Debra saw her English lesson as a place to explore faith as a crucial element of being human and to raise big questions.

She engaged students in relating the content of a presentation to their own experience, developing questions to bring to a text, and using these questions to connect faith and literature.

She reshaped her practice by focusing on a particular group of questions and making a tool to continue asking them, guiding the interaction of the students (with a focus on private response, then developing questions together), to connect with student experience and make explicit connections with faith (focusing on faith, presentation).

What does this have to do with faith, hope, and love?

Faith is about assurance and trust; it is putting a growing and changing trust in God. This is usually based on evidence of God’s character and our experience of him. Faith in Christ is the means by which people come into this close relationship with God. Faith is not just individual; it is something that the Christian community holds in common and affirms in its way of life, worship, and creedal statements. Reason is not the opposite of faith; rather, reason and faith can go hand in hand. Asking questions and probing issues can be a sign of a growing faith.

What difference does it make?

Debra made a difference by giving students information and questions that enabled them to think about how faith forms and changes in a nuanced way. This in turn gave them a tool for interrogating a text at a deeper level in relation to questions of faith.

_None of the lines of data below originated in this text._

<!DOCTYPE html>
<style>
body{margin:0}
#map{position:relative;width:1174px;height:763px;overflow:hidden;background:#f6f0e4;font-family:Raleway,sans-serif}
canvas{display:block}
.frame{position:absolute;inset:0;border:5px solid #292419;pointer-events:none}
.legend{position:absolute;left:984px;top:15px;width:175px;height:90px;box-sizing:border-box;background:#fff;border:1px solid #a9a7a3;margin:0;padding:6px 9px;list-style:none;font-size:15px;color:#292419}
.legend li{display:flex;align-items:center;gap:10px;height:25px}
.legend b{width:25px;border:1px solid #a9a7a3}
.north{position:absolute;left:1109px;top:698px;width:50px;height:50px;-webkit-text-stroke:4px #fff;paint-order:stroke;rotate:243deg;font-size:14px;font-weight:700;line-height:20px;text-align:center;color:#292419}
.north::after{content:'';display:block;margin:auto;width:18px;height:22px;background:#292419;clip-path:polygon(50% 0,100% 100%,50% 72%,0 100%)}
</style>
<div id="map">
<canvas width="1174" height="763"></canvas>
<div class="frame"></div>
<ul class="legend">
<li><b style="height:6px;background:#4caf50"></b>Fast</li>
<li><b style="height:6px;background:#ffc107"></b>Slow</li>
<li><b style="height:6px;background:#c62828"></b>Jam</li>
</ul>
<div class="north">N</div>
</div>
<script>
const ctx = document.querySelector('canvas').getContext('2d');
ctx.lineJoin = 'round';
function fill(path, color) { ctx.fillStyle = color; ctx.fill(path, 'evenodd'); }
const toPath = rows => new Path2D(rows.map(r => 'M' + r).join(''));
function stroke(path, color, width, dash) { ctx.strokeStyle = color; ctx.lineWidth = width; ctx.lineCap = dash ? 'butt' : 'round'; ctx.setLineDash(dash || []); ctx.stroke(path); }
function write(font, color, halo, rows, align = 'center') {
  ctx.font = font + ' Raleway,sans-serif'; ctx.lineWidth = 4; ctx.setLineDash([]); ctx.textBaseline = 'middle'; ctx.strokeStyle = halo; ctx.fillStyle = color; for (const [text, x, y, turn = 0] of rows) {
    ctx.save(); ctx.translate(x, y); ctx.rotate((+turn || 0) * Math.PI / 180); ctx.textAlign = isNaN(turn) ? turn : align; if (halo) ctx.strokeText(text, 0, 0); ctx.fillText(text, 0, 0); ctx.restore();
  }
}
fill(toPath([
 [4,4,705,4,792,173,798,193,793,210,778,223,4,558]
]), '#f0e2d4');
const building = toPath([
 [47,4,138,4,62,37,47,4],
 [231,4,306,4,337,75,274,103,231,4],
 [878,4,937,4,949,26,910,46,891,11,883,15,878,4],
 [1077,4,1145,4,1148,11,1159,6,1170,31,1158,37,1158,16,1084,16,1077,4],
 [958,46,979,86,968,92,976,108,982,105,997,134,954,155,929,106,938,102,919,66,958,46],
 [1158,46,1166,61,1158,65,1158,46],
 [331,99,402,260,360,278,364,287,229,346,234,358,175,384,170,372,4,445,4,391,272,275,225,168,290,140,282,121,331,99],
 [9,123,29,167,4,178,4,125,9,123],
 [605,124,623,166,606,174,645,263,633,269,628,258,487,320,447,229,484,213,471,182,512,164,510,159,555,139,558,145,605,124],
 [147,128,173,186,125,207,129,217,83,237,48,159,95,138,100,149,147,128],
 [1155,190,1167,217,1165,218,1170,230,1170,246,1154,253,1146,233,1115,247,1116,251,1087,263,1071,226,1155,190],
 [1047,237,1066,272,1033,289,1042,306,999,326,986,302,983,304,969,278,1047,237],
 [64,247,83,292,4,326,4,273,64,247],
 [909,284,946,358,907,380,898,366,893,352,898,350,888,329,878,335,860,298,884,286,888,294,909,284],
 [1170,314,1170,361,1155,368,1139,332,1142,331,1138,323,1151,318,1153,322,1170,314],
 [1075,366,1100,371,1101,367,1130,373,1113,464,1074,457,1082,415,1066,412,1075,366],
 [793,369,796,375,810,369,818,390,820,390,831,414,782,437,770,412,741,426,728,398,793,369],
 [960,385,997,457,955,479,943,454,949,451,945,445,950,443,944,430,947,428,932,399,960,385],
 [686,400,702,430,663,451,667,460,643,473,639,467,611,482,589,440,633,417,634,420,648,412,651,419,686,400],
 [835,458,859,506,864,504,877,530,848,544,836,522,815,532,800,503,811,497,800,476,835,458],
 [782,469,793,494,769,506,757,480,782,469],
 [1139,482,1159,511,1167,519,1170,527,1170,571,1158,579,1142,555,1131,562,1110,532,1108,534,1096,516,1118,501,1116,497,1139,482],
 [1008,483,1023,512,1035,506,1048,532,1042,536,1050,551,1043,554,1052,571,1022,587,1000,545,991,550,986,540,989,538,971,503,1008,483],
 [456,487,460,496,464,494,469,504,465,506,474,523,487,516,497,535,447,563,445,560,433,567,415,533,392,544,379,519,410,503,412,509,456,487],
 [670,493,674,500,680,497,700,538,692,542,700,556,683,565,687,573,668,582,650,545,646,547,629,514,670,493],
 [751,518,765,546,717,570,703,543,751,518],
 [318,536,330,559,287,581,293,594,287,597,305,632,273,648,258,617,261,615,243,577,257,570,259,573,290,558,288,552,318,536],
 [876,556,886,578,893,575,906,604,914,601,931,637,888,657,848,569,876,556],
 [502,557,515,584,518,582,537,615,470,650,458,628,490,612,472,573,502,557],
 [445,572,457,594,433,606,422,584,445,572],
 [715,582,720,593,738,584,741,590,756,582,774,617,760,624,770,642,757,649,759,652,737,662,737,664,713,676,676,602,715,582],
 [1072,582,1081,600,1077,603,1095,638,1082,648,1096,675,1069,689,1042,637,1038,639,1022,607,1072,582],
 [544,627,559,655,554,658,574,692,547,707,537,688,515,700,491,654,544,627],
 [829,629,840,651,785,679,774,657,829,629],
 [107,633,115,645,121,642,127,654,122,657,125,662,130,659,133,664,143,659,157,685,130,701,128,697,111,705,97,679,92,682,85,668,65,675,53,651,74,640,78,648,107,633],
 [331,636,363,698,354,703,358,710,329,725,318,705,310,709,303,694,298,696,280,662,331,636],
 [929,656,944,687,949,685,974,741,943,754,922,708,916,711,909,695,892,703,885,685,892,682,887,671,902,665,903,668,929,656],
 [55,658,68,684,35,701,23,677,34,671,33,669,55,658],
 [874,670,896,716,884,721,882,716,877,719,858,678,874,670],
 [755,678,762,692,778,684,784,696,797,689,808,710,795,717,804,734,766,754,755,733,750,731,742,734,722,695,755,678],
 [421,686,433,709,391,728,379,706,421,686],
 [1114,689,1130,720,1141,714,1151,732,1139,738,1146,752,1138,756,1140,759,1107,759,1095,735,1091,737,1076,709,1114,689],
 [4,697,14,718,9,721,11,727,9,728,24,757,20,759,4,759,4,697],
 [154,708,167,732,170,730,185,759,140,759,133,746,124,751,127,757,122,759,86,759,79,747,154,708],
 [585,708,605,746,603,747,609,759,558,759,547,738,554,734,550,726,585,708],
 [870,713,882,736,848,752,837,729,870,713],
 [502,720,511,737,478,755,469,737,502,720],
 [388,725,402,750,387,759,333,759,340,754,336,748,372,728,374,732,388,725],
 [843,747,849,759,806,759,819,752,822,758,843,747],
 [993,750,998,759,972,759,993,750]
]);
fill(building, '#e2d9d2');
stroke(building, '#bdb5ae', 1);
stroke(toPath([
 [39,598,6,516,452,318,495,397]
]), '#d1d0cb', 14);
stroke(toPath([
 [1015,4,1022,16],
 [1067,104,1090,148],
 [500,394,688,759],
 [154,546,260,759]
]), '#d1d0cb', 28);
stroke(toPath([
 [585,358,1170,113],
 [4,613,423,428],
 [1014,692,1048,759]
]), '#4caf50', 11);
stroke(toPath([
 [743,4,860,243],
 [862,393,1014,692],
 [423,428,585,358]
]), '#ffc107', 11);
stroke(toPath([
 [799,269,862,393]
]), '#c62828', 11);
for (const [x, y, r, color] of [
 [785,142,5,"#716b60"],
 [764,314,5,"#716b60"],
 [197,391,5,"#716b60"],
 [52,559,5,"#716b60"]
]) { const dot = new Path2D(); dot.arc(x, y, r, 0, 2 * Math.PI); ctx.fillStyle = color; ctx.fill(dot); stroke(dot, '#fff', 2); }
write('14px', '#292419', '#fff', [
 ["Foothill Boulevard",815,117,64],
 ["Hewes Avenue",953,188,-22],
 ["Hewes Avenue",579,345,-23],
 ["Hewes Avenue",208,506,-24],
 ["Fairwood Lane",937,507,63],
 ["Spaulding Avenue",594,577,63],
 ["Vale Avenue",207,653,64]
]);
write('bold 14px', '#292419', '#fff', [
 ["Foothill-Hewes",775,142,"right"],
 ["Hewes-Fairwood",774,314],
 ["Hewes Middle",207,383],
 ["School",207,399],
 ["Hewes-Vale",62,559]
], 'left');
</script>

Where could we go from here?

There are other issues around character where we can give students an ability to question at a deeper and broader level. For example, a Christian understanding of the unity of a human being (body and soul, mind, emotions, and will) can change how a character is viewed.

Digging deeper

It is not only believers who have faith. Faith and trust are required in all aspects of life. We have to trust people with expertise and have faith in their ability: doctors and nurses, architects and teachers, the people we work with. Without some level of trust, we could not function or form relationships.

It is impossible to go through life without trust: that is to be imprisoned in the worst cell of all, oneself. Graham Greene

Having faith does not mean we become passive; Christians are called to work in cooperation with the Holy Spirit. The combination of relying on the Holy Spirit plus effort on our part creates an attitude that “I can do all things through Christ who strengthens me” (Philippians 4:13). Faith in God should lead to a compassionate way of life, since faith cannot be separated from action. Faith that does not express itself in action is dead faith (James 2:14-17 ). Trust helps to build the Christian community. Trust is not abstract; it is the daily placing of life in God’s hands, relying on him.

We can have faith in others, encouraging them and trusting them. Trust is built by honesty and kindness, and trust should be based on our experience of people’s character. Learning to trust appropriately is difficult, for trust makes us vulnerable and requires wisdom. We are to place our ultimate trust and faith in God alone (Psalm 62:8 ).

Do not trust all men, but trust men of worth; the former course is silly, the latter a mark of prudence. Democritus

Reason is the gift of God that he expects us to use. Doubt does not have to be destructive of faith; it can be a part of a struggle to believe within a framework of faith. Everyone starts with a view of the world—a way of seeing things—and we reason and ask questions from that standpoint. As Christians we start with a Christian worldview and reason from there.